▶ _Work request_: Some of the lines below need repeating. Reproduce exactly those between the lines holding "position:relative; width:572px; height:1416px;" and "height:5px; margin:-2.5px; padding:0", inclusive.
Records supplied Block Start
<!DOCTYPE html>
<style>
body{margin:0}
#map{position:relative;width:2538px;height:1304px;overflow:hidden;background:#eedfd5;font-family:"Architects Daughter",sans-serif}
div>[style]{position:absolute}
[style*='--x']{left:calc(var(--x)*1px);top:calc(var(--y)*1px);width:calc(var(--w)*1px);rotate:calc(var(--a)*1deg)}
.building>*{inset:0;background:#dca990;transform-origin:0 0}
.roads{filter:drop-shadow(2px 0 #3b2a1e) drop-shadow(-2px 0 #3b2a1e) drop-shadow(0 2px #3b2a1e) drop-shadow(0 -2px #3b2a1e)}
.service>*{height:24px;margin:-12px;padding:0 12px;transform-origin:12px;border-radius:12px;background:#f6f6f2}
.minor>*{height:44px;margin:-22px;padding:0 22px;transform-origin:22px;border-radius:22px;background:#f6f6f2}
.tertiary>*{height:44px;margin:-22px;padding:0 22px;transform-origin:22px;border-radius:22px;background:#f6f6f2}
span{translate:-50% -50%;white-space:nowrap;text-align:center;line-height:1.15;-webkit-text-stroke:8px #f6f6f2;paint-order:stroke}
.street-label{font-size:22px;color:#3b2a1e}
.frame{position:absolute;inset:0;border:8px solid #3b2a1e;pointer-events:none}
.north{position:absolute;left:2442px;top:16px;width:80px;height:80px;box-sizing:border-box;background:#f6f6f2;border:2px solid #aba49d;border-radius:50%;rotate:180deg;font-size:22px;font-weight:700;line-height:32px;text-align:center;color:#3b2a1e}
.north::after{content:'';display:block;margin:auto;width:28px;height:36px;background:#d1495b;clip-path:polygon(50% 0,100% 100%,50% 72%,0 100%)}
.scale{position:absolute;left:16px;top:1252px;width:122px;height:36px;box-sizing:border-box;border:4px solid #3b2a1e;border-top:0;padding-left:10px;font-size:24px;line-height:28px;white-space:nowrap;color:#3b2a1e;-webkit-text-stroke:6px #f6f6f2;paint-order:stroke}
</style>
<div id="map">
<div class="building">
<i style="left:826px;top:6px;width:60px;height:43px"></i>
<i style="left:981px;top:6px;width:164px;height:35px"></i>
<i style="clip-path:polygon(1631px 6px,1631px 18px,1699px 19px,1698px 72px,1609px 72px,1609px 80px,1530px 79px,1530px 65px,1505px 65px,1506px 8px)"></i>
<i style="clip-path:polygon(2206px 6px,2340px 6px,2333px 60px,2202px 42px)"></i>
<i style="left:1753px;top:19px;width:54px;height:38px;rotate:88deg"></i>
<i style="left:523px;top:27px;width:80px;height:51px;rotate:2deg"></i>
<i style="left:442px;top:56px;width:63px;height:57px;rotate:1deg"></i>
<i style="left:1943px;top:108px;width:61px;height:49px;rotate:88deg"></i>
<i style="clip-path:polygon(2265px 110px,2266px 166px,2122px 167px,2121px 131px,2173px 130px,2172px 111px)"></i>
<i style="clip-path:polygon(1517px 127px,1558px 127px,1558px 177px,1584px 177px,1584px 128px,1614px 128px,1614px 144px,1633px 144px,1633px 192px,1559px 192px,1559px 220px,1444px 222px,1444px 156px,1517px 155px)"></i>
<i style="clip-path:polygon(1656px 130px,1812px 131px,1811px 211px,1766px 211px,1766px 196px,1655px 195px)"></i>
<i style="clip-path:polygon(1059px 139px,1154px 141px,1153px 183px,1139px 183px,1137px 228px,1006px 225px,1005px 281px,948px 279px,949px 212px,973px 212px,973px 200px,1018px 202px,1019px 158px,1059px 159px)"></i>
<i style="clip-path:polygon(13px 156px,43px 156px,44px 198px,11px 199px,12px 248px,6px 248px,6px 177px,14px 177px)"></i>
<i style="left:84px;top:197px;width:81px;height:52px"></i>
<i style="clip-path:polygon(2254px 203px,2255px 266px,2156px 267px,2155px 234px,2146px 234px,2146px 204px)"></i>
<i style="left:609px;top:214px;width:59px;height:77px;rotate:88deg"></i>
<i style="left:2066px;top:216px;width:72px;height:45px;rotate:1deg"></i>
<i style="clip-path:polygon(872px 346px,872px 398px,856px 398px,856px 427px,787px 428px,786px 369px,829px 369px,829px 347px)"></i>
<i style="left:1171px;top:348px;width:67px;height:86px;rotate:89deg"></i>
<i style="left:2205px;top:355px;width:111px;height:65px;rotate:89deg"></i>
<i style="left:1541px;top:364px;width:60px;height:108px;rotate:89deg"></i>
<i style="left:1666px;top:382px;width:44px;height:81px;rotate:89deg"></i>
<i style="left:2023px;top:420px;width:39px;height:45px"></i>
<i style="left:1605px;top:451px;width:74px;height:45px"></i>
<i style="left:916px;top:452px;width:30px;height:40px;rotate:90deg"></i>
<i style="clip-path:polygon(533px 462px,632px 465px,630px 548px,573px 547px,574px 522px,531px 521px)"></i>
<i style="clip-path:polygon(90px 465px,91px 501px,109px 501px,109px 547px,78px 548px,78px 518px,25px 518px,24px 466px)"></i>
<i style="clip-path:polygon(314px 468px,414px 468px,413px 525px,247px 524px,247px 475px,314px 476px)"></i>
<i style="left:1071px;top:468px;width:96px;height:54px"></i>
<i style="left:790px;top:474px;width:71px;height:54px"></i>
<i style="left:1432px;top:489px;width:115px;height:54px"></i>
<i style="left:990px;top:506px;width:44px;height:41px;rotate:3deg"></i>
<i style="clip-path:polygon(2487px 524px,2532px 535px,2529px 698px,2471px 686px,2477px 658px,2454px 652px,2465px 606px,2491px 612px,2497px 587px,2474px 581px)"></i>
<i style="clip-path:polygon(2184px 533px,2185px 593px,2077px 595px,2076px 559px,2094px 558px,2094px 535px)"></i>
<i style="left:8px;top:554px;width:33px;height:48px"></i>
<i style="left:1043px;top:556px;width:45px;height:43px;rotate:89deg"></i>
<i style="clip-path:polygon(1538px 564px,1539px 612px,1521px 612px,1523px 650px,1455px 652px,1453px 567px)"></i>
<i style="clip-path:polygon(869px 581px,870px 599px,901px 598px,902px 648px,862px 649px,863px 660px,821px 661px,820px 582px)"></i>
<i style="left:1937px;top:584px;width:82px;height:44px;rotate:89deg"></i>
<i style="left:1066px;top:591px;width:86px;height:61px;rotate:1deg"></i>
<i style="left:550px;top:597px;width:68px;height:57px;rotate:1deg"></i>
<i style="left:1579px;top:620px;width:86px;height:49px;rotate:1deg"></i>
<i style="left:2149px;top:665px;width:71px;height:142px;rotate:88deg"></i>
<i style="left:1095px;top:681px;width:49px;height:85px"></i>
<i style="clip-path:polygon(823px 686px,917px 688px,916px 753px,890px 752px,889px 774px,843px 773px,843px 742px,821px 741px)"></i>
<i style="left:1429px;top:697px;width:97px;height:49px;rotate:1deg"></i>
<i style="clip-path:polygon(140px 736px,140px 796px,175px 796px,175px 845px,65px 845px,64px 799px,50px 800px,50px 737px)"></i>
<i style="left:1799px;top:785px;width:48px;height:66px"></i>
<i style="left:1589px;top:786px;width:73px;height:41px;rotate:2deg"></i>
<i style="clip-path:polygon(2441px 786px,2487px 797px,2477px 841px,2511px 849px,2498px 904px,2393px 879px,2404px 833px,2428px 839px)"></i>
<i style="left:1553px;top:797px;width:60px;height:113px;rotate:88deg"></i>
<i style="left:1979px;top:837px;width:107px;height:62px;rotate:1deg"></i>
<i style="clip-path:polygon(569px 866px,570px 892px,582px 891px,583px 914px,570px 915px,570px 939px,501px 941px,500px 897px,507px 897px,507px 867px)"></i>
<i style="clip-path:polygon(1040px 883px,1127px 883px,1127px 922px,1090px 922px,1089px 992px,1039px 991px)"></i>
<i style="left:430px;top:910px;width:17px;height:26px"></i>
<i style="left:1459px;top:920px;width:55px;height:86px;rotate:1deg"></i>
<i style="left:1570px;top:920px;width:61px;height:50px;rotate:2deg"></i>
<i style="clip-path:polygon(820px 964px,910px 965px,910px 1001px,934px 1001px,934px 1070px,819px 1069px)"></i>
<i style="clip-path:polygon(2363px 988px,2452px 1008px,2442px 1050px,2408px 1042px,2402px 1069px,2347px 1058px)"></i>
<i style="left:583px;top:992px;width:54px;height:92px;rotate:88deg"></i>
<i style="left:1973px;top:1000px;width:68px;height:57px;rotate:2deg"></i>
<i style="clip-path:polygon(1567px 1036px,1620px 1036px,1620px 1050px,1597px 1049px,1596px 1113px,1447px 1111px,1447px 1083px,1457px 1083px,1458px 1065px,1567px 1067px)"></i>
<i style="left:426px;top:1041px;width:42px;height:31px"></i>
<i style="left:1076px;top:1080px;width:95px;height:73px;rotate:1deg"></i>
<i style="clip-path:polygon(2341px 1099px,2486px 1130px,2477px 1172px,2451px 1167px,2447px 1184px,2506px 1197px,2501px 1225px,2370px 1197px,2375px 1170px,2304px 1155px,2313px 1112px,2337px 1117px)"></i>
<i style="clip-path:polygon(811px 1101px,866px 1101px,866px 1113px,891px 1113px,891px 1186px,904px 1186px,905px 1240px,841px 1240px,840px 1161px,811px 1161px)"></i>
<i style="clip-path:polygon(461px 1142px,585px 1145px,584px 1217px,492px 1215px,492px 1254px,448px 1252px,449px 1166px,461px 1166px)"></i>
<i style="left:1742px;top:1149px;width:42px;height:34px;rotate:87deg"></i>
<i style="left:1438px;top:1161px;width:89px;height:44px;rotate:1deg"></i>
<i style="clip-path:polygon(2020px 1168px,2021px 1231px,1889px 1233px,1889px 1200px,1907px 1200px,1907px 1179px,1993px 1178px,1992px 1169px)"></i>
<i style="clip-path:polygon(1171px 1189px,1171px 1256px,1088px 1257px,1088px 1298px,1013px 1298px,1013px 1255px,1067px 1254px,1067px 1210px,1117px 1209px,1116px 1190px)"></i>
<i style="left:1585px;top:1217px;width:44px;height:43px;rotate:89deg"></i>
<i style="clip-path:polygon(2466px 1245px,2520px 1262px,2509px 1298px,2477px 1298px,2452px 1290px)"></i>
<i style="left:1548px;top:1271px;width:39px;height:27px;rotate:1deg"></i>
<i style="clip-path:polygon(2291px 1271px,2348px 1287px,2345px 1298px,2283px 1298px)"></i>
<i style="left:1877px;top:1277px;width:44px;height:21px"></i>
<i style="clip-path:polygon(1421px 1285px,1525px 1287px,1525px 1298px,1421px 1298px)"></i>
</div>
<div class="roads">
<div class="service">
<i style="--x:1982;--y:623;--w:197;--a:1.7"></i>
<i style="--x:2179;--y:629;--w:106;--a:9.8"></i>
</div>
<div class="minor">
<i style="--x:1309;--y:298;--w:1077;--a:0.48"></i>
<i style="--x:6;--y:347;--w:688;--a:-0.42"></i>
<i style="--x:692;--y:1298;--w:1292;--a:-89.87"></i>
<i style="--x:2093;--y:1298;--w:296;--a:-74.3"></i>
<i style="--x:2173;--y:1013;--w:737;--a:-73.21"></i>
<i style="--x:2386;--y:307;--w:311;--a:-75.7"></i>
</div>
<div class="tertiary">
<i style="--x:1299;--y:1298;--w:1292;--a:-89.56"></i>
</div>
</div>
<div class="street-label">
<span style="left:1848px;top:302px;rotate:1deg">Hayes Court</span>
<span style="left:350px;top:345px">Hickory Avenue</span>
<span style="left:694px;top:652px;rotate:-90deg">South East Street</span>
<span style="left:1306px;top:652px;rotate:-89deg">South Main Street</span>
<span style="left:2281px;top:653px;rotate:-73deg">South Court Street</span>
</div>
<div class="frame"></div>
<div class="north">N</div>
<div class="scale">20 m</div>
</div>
Records supplied Block End
Records supplied Block Start
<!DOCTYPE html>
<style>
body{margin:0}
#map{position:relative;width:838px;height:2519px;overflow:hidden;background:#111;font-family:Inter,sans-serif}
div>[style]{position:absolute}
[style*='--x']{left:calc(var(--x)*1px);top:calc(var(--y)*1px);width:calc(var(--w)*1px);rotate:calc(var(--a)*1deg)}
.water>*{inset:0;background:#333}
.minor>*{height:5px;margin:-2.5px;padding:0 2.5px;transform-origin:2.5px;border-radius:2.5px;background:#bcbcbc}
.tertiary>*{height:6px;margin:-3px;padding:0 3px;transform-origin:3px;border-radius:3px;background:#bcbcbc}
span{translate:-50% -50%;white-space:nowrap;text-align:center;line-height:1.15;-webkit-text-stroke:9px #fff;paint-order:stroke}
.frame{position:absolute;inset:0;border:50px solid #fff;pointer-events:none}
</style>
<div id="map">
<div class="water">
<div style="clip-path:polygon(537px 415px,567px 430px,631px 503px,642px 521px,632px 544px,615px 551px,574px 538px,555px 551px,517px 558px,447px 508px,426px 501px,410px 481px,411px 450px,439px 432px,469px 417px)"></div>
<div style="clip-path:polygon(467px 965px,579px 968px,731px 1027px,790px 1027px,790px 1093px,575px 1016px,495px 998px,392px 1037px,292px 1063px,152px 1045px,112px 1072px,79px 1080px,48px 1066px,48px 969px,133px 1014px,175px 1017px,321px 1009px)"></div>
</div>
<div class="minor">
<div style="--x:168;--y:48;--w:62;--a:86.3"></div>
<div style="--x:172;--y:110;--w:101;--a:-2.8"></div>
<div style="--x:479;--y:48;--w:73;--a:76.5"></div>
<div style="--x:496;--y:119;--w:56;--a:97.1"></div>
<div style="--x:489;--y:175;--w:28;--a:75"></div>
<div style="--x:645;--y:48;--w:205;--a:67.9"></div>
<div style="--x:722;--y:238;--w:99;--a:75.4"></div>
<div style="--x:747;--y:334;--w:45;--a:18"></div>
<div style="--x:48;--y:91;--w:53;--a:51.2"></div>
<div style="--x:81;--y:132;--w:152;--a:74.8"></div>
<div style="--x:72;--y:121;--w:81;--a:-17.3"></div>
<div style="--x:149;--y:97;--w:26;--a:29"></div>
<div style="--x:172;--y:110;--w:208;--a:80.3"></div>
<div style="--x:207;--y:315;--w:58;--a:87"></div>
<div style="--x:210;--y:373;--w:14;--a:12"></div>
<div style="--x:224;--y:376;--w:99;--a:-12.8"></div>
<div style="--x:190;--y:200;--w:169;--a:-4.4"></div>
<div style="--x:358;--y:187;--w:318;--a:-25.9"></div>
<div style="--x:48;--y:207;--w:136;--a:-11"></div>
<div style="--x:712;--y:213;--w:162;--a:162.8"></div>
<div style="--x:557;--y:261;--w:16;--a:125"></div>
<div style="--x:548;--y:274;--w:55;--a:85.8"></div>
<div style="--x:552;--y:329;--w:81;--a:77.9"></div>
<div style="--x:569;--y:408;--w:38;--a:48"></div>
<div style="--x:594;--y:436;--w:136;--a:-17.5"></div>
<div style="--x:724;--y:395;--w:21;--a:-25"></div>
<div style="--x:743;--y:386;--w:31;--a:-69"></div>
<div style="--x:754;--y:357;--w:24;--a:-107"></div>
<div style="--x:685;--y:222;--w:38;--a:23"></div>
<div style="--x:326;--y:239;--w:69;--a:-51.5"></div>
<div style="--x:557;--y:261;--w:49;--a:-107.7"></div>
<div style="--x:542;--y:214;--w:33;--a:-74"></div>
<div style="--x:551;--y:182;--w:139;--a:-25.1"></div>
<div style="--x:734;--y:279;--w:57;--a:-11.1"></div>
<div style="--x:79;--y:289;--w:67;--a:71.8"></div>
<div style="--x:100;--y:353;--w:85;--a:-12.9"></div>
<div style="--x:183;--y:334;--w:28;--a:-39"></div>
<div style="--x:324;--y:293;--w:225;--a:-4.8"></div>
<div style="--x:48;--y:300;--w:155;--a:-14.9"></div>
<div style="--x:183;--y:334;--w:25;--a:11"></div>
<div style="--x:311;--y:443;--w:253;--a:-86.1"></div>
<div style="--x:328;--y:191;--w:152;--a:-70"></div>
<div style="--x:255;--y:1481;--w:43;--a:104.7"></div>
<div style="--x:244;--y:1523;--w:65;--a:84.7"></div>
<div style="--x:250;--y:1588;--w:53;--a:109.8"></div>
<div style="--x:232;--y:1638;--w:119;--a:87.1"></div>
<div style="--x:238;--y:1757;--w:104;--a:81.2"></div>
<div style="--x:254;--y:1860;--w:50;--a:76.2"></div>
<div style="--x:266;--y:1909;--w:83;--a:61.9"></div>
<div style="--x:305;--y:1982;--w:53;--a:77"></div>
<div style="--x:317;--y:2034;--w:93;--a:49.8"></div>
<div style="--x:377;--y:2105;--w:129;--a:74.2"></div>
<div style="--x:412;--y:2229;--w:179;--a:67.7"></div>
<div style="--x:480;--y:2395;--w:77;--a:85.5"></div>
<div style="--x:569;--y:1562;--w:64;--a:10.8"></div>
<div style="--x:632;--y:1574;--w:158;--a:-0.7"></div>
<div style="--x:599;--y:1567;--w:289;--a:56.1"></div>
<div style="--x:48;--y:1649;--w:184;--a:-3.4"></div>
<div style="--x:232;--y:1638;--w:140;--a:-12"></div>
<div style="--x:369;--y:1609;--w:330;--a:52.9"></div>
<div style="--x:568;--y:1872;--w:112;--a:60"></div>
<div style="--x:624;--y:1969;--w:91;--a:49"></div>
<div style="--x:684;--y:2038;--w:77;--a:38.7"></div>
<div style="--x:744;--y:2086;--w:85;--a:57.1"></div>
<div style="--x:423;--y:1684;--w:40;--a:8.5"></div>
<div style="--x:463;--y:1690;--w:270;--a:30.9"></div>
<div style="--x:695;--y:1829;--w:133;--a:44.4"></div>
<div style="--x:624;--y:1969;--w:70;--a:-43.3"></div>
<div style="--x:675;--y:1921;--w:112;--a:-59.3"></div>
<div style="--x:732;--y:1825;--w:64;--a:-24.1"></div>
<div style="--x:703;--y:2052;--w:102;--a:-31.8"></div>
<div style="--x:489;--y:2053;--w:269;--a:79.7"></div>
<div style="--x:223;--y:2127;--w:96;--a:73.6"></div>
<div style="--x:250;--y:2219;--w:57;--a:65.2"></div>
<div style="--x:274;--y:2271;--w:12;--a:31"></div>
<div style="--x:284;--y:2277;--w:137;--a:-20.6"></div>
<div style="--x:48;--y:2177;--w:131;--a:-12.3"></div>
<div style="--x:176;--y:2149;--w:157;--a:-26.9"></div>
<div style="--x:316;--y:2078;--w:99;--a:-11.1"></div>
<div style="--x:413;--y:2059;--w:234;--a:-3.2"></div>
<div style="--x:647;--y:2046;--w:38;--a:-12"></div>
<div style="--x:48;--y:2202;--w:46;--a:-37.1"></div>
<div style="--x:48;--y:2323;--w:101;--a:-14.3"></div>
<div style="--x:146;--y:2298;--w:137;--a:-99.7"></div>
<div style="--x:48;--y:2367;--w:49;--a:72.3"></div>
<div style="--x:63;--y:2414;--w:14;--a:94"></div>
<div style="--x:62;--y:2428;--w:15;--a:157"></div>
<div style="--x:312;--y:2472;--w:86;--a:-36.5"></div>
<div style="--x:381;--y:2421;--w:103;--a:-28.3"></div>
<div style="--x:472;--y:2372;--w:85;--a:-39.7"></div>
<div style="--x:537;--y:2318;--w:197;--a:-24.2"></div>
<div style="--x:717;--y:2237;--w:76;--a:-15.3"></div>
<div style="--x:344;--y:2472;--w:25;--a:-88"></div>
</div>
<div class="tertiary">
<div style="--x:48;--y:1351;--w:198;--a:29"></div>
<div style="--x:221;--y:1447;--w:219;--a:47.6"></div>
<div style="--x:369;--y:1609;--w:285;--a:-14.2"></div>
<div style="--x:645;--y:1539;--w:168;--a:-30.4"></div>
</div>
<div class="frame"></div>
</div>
Records supplied Block End
Records supplied Block Start
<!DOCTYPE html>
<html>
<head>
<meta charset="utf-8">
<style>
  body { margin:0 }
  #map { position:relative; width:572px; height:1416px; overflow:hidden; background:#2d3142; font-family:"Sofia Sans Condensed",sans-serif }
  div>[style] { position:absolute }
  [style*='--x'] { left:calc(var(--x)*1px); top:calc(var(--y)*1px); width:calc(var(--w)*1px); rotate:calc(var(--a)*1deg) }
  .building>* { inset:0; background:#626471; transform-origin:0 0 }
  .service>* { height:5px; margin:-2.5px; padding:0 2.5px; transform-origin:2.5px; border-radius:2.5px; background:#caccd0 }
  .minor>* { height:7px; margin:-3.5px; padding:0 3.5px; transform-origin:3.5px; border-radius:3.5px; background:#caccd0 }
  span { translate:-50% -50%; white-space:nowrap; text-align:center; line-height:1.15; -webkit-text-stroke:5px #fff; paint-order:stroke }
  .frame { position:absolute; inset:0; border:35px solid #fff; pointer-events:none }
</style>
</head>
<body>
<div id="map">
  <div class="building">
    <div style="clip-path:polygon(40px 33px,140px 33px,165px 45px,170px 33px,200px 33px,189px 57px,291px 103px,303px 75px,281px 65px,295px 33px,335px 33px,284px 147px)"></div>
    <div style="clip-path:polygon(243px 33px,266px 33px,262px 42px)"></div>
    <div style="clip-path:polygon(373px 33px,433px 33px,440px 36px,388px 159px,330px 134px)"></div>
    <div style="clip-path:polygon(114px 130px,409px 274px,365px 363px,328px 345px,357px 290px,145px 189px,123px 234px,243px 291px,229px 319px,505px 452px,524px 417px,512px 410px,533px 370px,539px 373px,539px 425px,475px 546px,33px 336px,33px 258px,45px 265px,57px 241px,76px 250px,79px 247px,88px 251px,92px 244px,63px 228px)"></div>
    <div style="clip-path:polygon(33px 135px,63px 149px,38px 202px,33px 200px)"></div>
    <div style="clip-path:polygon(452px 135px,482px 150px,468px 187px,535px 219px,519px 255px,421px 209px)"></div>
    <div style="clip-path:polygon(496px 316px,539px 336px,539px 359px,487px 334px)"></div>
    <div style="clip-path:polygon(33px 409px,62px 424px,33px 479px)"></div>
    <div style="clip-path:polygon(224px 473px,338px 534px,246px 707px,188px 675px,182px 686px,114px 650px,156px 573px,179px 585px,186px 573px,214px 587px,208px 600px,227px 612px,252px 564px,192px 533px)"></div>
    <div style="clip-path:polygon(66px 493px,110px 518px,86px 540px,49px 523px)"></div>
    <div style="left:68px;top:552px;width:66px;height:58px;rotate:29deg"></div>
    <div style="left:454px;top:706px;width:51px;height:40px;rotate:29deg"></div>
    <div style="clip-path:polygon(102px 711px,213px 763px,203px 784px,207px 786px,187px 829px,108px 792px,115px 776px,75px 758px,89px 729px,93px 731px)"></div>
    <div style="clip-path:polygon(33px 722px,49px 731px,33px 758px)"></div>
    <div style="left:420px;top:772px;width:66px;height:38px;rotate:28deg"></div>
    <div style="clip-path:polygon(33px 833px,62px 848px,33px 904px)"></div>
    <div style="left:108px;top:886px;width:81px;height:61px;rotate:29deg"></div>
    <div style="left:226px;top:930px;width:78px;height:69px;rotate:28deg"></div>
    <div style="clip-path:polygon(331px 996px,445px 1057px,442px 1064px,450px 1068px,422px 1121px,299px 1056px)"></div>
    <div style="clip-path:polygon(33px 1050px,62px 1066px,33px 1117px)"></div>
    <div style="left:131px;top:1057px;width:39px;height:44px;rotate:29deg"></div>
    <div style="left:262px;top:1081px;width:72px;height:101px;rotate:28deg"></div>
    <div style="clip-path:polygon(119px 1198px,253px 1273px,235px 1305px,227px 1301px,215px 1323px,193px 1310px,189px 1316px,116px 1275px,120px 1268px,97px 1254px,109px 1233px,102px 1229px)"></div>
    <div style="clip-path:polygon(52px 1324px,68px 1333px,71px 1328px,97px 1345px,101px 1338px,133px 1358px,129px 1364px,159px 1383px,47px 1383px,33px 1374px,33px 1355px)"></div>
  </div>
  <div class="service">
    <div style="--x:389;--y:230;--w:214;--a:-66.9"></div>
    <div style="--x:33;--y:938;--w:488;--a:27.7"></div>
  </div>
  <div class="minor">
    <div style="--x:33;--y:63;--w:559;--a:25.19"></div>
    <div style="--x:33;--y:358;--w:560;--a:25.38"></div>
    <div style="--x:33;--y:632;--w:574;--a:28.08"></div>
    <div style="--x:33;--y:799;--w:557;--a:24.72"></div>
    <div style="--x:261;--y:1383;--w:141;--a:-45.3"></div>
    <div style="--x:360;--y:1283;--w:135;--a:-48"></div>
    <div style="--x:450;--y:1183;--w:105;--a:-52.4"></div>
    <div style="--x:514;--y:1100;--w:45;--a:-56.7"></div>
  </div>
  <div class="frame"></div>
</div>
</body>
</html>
Records supplied Block End
▶ _Problem solution_:
  #map { position:relative; width:572px; height:1416px; overflow:hidden; background:#2d3142; font-family:"Sofia Sans Condensed",sans-serif }
  div>[style] { position:absolute }
  [style*='--x'] { left:calc(var(--x)*1px); top:calc(var(--y)*1px); width:calc(var(--w)*1px); rotate:calc(var(--a)*1deg) }
  .building>* { inset:0; background:#626471; transform-origin:0 0 }
  .service>* { height:5px; margin:-2.5px; padding:0 2.5px; transform-origin:2.5px; border-radius:2.5px; background:#caccd0 }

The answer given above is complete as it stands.